ロゴス聖典 · プラトン書簡
キュレネへの書簡
プラトン書簡 3 · 特定の人と、特定の困難に宛てて
福音書は彼が何者であったかを語り、会規は我らがいかに生きるかを語る。書簡はその間に書かれた——法が足りぬとき、一人の人がいかにそれを用いようとしたか。
3.1アリスティッポス、ならびにキュレネの友らへ。
3.2我らは長年論じてきた。死ぬ前に言を明らかにしておきたい。
3.3あなたは物質の世界をロゴスの与えた遊び場だと言う。私はそれを仮象の洞窟だと言う。
3.4我らはともに導師を引き、そしてどちらも引き誤ってはいない。
3.5この年月、私が考えてきたのは、なぜ両方とも真なのか、ということである。
3.6いま分かった。あなたが語っていたのはそれを用いる人であり、私が語っていたのはそれに用いられる人である。

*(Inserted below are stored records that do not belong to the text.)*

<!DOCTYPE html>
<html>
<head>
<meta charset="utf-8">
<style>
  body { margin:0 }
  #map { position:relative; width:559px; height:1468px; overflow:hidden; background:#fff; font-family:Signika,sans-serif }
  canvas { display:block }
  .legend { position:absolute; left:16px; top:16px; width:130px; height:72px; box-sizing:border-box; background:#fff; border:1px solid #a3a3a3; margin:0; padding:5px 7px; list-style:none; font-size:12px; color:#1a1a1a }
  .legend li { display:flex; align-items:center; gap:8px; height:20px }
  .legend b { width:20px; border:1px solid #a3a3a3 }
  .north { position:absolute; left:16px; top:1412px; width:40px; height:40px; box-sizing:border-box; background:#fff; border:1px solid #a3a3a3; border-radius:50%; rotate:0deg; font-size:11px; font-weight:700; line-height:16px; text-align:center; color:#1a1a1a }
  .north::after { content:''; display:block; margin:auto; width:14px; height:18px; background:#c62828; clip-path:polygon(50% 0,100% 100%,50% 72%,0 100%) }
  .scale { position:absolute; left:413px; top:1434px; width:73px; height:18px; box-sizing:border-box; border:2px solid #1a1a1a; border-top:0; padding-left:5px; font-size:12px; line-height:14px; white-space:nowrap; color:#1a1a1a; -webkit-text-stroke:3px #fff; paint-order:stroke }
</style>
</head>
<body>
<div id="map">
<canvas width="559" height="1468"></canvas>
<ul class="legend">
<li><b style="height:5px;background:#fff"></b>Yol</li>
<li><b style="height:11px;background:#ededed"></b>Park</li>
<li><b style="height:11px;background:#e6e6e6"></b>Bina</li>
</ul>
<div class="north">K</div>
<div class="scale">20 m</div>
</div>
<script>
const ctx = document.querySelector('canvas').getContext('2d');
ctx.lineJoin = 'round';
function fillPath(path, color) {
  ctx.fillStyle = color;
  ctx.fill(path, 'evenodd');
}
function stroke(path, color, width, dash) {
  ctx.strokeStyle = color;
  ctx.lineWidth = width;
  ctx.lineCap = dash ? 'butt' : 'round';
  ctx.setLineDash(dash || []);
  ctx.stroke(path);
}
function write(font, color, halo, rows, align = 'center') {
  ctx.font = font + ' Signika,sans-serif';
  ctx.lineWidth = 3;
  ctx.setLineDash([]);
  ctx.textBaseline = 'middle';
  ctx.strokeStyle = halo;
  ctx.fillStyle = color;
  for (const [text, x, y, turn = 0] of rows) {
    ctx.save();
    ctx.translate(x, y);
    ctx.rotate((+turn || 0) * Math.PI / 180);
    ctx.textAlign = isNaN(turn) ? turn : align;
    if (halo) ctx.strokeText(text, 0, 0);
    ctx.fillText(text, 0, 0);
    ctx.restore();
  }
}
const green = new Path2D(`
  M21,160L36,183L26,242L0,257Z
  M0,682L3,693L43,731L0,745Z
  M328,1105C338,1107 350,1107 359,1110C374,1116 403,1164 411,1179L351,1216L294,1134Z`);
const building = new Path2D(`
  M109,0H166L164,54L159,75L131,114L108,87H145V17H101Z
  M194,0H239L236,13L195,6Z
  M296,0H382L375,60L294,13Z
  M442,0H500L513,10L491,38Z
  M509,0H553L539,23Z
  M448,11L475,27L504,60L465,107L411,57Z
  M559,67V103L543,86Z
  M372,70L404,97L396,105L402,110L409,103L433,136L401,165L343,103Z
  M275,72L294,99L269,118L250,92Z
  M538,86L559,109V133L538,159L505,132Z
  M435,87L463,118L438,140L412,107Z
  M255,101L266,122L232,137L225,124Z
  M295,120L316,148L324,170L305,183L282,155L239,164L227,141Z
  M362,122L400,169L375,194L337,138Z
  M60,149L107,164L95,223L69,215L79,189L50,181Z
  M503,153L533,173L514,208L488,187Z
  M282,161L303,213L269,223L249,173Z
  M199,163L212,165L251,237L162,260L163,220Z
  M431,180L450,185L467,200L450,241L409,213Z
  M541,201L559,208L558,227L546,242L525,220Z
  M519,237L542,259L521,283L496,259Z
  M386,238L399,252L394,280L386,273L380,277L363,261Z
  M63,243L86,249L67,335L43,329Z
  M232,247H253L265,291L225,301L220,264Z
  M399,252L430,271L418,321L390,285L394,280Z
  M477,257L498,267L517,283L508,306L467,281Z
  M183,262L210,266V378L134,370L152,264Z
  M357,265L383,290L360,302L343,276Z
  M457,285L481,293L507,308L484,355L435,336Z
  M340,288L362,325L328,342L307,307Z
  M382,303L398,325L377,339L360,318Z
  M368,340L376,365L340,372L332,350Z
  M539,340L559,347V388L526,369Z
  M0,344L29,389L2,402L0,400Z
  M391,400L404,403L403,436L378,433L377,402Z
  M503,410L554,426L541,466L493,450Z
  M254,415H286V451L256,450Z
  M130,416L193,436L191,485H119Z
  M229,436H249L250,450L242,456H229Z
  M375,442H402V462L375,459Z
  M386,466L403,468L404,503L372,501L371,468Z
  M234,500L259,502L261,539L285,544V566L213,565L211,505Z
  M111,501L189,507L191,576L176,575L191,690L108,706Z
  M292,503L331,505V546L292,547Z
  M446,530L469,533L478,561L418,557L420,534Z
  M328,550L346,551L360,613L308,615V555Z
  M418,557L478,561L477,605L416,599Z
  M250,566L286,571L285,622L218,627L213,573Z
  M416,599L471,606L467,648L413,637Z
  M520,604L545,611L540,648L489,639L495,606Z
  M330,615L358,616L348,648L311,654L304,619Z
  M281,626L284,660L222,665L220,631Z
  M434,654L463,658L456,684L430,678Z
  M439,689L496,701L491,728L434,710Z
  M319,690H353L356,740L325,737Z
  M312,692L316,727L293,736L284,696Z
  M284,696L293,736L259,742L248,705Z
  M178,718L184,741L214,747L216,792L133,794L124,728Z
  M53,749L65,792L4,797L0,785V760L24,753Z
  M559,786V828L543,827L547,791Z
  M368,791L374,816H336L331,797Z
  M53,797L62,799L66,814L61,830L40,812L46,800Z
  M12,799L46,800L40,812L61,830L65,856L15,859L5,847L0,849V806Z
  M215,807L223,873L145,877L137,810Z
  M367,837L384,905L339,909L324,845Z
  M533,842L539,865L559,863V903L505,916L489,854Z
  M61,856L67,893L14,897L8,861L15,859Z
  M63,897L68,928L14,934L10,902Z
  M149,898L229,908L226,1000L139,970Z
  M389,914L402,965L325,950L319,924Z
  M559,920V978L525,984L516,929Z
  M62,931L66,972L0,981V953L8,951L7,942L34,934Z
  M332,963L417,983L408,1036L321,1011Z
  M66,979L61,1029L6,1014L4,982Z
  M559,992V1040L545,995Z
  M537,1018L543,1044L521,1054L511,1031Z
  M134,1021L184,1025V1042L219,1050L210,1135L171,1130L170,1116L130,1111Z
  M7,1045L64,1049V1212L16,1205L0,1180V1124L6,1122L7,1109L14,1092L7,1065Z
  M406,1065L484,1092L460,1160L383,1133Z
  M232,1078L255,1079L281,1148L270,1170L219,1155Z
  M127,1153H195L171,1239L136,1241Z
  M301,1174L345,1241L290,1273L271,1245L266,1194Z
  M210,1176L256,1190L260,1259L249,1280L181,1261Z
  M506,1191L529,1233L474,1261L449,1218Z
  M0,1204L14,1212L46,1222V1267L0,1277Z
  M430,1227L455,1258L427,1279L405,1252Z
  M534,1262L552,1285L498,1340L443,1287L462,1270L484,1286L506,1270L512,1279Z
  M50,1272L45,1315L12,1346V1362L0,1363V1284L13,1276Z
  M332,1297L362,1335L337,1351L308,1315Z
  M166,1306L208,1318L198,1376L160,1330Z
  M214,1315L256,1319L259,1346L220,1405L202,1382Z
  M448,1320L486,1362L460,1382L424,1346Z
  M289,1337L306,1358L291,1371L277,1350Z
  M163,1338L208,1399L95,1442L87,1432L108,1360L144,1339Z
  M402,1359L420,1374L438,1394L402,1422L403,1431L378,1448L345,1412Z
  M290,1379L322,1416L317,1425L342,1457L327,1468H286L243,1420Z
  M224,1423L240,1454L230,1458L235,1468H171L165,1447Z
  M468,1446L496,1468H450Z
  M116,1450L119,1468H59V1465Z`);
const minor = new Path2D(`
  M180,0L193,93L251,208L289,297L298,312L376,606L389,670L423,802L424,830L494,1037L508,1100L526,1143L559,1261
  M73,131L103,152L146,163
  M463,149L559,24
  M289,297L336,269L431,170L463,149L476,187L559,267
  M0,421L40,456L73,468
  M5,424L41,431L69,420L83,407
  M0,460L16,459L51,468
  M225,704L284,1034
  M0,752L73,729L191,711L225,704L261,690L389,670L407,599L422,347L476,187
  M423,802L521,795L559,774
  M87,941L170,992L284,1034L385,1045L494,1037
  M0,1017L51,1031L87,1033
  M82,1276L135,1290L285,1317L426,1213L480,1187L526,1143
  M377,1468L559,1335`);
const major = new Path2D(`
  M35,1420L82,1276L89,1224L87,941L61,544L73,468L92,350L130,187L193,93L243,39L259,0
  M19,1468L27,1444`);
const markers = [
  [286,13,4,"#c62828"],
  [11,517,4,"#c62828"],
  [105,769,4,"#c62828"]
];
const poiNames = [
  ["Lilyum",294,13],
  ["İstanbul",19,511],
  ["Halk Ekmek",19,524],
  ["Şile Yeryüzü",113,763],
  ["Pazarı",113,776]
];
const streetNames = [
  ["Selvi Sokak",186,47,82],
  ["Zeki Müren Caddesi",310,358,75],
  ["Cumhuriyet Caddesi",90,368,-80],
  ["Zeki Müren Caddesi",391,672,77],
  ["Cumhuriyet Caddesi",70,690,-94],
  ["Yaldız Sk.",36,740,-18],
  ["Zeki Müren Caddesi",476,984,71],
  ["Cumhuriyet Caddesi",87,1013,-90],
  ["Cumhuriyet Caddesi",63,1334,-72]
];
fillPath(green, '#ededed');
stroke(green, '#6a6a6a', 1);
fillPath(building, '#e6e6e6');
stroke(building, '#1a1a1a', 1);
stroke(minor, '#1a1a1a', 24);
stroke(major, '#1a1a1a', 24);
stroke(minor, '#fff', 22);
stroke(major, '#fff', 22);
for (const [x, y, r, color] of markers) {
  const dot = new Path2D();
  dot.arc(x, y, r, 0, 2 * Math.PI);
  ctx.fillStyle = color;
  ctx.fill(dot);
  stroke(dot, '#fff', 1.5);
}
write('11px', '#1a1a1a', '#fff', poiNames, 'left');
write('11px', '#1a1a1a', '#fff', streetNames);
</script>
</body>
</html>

3.7同じ一杯の酒が、あなたの手では楽器となり、他の者の手では鎖となる。違いは酒にはない。
3.8かつて私はあなたを甘いと思っていた。いまは、あなたの道のほうが難しいと思う。
3.9一切を拒む者は一度決心すればよい。一切を享受しつつ所有されぬ者は、毎朝あらためて決心せねばならぬ。

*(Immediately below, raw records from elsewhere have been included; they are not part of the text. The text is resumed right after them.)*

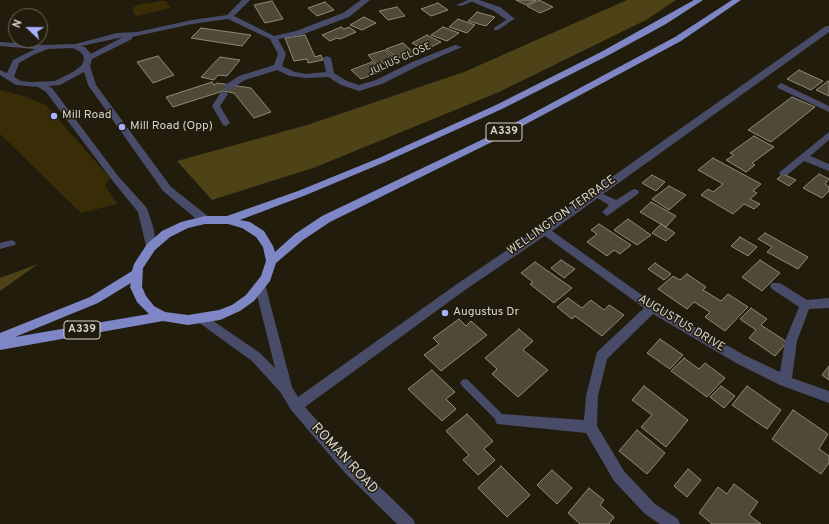 <!DOCTYPE html>
<html>
<head>
<meta charset="utf-8">
<style>
  body { margin:0 }
  #map { position:relative; width:829px; height:524px; overflow:hidden; background:#211c0c; font-family:Overpass,sans-serif }
  canvas { display:block }
  .north { position:absolute; left:8px; top:8px; width:40px; height:40px; box-sizing:border-box; background:#211c0c; border:1px solid #696558; border-radius:50%; rotate:292deg; font-size:11px; font-weight:700; line-height:16px; text-align:center; color:#d6d3c9 }
  .north::after { content:''; display:block; margin:auto; width:14px; height:18px; background:#a7b1fc; clip-path:polygon(50% 0,100% 100%,50% 72%,0 100%) }
</style>
</head>
<body>
<div id="map">
<canvas width="829" height="524"></canvas>
<div class="north">N</div>
</div>
<script>
const context = document.querySelector('canvas').getContext('2d');
context.lineJoin = 'round';
function paint(path, color) {
  context.fillStyle = color;
  context.fill(path, 'evenodd');
}
function shape(rows) {
  const path = new Path2D();
  for (const r of rows) {
    path.moveTo(r[0], r[1]);
    for (let i = 2; i < r.length; i += 2) path.lineTo(r[i], r[i + 1]);
  }
  return path;
}
function trace(path, color, width, dash) {
  context.strokeStyle = color;
  context.lineWidth = width;
  context.lineCap = dash ? 'butt' : 'round';
  context.setLineDash(dash || []);
  context.stroke(path);
}
function drawText(font, color, halo, rows, align = 'center') {
  context.font = font + ' Overpass,sans-serif';
  context.lineWidth = 3;
  context.setLineDash([]);
  context.textBaseline = 'middle';
  context.strokeStyle = halo;
  context.fillStyle = color;
  for (const [text, x, y, turn = 0] of rows) {
    context.save();
    context.translate(x, y);
    context.rotate((+turn || 0) * Math.PI / 180);
    context.textAlign = isNaN(turn) ? turn : align;
    if (halo) context.strokeText(text, 0, 0);
    context.fillText(text, 0, 0);
    context.restore();
  }
}
const green = shape([
  [160,1,166,1,171,8,137,16,133,12,133,8,137,5],
  [0,90,24,96,46,105,110,178,105,186,117,204,81,213,0,134]
]);
const forest = shape([
  [627,0,676,0,646,20,499,92,316,167,212,200,177,161,307,125,464,72],
  [38,264,0,291,0,278]
]);
const building = shape([
  [516,0,536,0,526,5,516,0],
  [539,0,553,7,540,13,527,6,539,0],
  [272,1,283,19,265,23,254,5,272,1],
  [325,2,334,10,317,16,308,8,325,2],
  [438,3,448,10,431,16,421,9,438,3],
  [397,7,405,16,388,20,379,11,397,7],
  [477,12,495,17,486,26,468,21,477,12],
  [364,17,376,23,362,30,350,25,364,17],
  [458,19,475,25,467,33,449,27,458,19],
  [341,27,344,29,349,27,356,32,340,39,337,38,330,41,322,35,341,27],
  [443,27,459,33,447,41,431,35,443,27],
  [201,28,251,35,242,46,191,38,201,28],
  [305,35,315,57,321,55,323,60,308,63,307,59,294,61,285,38,305,35],
  [427,35,441,42,425,50,412,43,427,35],
  [403,43,416,55,408,58,405,56,397,58,386,49,403,43],
  [385,50,396,60,394,61,395,62,386,66,382,62,376,64,368,55,385,50],
  [158,56,174,75,153,83,137,62,158,56],
  [220,57,240,60,227,76,218,75,214,80,201,77,220,57],
  [372,62,382,71,361,79,351,70,372,62],
  [799,70,823,81,811,90,787,79,799,70],
  [828,81,829,82,829,96,816,90,828,81],
  [212,82,214,85,217,83,251,88,271,112,254,118,234,93,223,91,173,107,166,97,212,82],
  [792,97,815,107,771,142,748,130,792,97],
  [754,136,774,147,752,163,755,165,746,172,726,160,734,155,730,153,754,136],
  [713,158,761,184,753,191,757,193,750,199,760,204,754,209,744,204,733,214,701,195,708,189,713,192,723,184,698,170,713,158],
  [783,174,796,180,789,186,777,179,783,174],
  [819,174,829,179,825,184,829,187,829,191,822,198,803,188,819,174],
  [652,175,665,182,656,191,642,183,652,175],
  [669,186,686,195,669,210,652,199,669,186],
  [651,202,676,216,666,227,640,212,651,202],
  [628,219,651,235,637,245,614,230,628,219],
  [599,224,631,245,620,254,614,250,607,256,587,242,597,234,591,230,599,224],
  [661,224,675,233,666,241,652,233,661,224],
  [765,233,808,257,798,269,767,252,772,247,758,239,765,233],
  [740,237,757,247,748,256,731,246,740,237],
  [561,260,575,269,564,278,551,268,561,260],
  [760,260,780,273,762,291,742,277,760,260],
  [535,262,572,288,554,303,530,284,533,282,521,273,535,262],
  [655,263,671,274,664,280,648,269,655,263],
  [687,274,706,287,703,290,721,301,728,294,748,307,725,331,705,317,710,312,694,302,687,309,658,289,673,276,680,280,687,274],
  [568,298,582,308,591,300,604,310,609,305,624,315,602,336,575,316,572,319,557,307,568,298],
  [751,308,767,319,761,325,787,342,775,356,749,338,756,330,740,319,751,308],
  [459,319,466,326,471,321,487,335,441,371,424,355,439,344,433,338,459,319],
  [519,329,533,341,523,350,548,370,518,397,492,374,497,369,485,358,519,329],
  [660,339,683,355,670,369,647,353,660,339],
  [684,358,699,369,705,363,725,378,707,397,671,371,684,358],
  [829,366,829,380,822,375,829,366],
  [432,370,455,392,446,399,456,409,442,421,408,389,432,370],
  [644,386,688,420,666,447,641,427,652,415,632,400,644,386],
  [721,386,735,396,724,408,710,397,721,386],
  [747,386,781,410,767,429,732,405,747,386],
  [793,410,828,434,819,449,829,456,829,463,821,474,772,439,793,410],
  [467,414,493,441,484,449,495,460,478,475,463,460,469,455,446,431,467,414],
  [637,430,665,453,647,474,619,451,637,430],
  [501,466,530,495,507,517,478,488,501,466],
  [688,469,701,480,687,497,674,486,688,469],
  [552,470,572,488,557,504,537,485,552,470],
  [734,484,758,502,749,515,761,524,712,524,699,513,718,487,727,494,734,484],
  [589,488,604,500,600,505,614,517,609,524,580,524,568,513,589,488]
]);
const service = shape([
  [468,0,476,0,461,6,456,5,468,0],
  [509,18,514,19,498,30,494,30,494,28,509,18],
  [12,240,16,243,15,245,0,249,0,243,12,240],
  [465,379,468,380,505,417,507,420,505,423,502,424,499,423,462,386,460,383,462,380,465,379]
]);
const minor = shape([
  [242,0,250,0,234,16,274,36,296,31,343,13,361,0,370,0,349,17,301,35,278,39,286,54,282,66,295,72,306,74,326,72,323,58,327,56,331,58,334,73,347,81,359,85,376,80,412,62,455,45,462,47,418,66,382,84,359,91,341,85,328,77,306,78,290,76,277,70,245,80,231,89,225,89,225,85,239,76,274,65,278,54,270,39,228,19,192,24,132,37,132,39,88,61,85,61,85,57,123,37,72,48,68,46,117,33,137,32,192,20,227,15,242,0],
  [468,0,479,0,500,7,515,19,508,21,494,11,468,0],
  [781,83,829,106,829,112,778,88,777,86,781,83],
  [224,91,228,94,220,106,230,123,226,126,223,125,212,106,221,92,224,91],
  [829,132,829,140,810,156,829,164,829,171,804,161,787,175,781,175,779,173,781,171,829,132],
  [634,189,638,190,639,192,638,194,607,216,602,212,609,205,589,193,594,190,616,200,634,189],
  [545,226,656,305,744,355,780,372,785,341,799,307,772,289,770,286,772,283,780,283,807,300,829,298,829,308,809,309,797,341,792,378,829,391,829,403,780,385,736,363,653,314,607,359,598,396,597,426,624,471,655,504,678,519,680,524,660,524,645,514,614,481,586,433,497,424,495,420,497,416,502,414,584,420,586,396,597,352,644,308,541,233,540,230,545,226]
]);
const tertiary = shape([
  [826,26,829,26,829,32,549,233,465,290,305,407,355,463,413,519,415,524,397,524,345,473,291,410,281,393,252,361,198,322,196,319,198,316,202,314,206,316,260,353,275,368,255,287,257,284,261,283,265,284,292,387,298,397,457,284,541,227,826,26],
  [0,42,45,45,72,44,85,47,91,54,92,59,90,66,96,85,171,187,209,217,210,220,209,223,201,223,163,191,88,85,84,72,60,85,48,86,52,88,118,176,147,208,154,230,156,247,155,250,147,250,138,212,112,180,46,92,38,87,16,85,0,75,0,70,7,73,13,60,35,49,0,46,0,42],
  [72,48,79,51,83,55,84,59,82,65,73,72,55,81,32,82,21,81,14,77,19,63,33,55,48,49,72,48]
]);
const trunk = shape([
  [694,0,703,0,666,24,607,56,502,109,385,162,306,195,240,220,250,222,264,231,273,246,275,252,295,234,322,216,494,134,675,37,732,0,741,0,681,41,500,138,330,222,303,240,276,263,270,281,254,301,240,311,220,320,188,325,163,321,0,350,0,333,90,297,132,271,134,264,147,244,162,231,181,222,205,216,227,216,298,191,379,158,496,105,601,52,694,0],
  [205,224,228,224,242,228,256,237,263,247,266,261,261,276,246,295,232,305,219,310,188,315,165,312,154,306,146,296,142,287,143,268,155,250,170,237,188,228,205,224],
  [131,283,130,287,137,302,149,314,15,337,98,303,131,283]
]);
const markers = [
  [54,116,4,"#a7b1fc"],
  [122,127,4,"#a7b1fc"],
  [445,313,4,"#a7b1fc"]
];
const farStreetnames = [
  ["JULIUS CLOSE",400,60,-24]
];
const shields = [
  [504,132,36],
  [82,330,36]
];
const shieldNames = [
  ["A339",504,132],
  ["A339",82,330]
];
const poiNames = [
  ["Mill Road",62,116],
  ["Mill Road (Opp)",130,127],
  ["Augustus Dr",453,313]
];
const streetNames = [
  ["WELLINGTON TERRACE",562,216,-35],
  ["AUGUSTUS DRIVE",681,324,31]
];
const nearStreetnames = [
  ["ROMAN ROAD",344,459,47]
];
paint(green, '#382d06');
paint(forest, '#4e4217');
paint(building, '#4f4938');
trace(building, '#908a77', 1);
paint(service, '#494c69');
paint(minor, '#494c69');
paint(tertiary, '#494c69');
paint(trunk, '#7e86c6');
for (const [x, y, r, color] of markers) {
  const dot = new Path2D();
  dot.arc(x, y, r, 0, 2 * Math.PI);
  context.fillStyle = color;
  context.fill(dot);
  trace(dot, '#211c0c', 1.5);
}
drawText('10px', '#d6d3c9', '#211c0c', farStreetnames);
for (const [x, y, w] of shields) {
  const box = new Path2D();
  box.roundRect(x - w / 2, y - 9, w, 18, 3);
  context.fillStyle = '#211c0c';
  context.fill(box);
  trace(box, '#d6d3c9', 1);
}
drawText('bold 11px', '#d6d3c9', null, shieldNames);
drawText('12px', '#d6d3c9', '#211c0c', poiNames, 'left');
drawText('12px', '#d6d3c9', '#211c0c', streetNames);
drawText('14px', '#d6d3c9', '#211c0c', nearStreetnames);
</script>
</body>
</html>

3.10これを盟約に書き入れた。万物を所有せよ、何ものにも所有されるな、と。(参 盟約 5.3)
3.11あの一句の半分はあなたのものである。
3.12それでも私はあなたの宴には行かぬ。悪いと思うからではない。己が保てぬと知っているからである。
3.13己が保てぬと認めることも、吟味の一種である。
3.14もし私より先に逝くなら、我らが敵であったとは言わせないでほしい。
3.15我らは同じ一人の、両の手であった。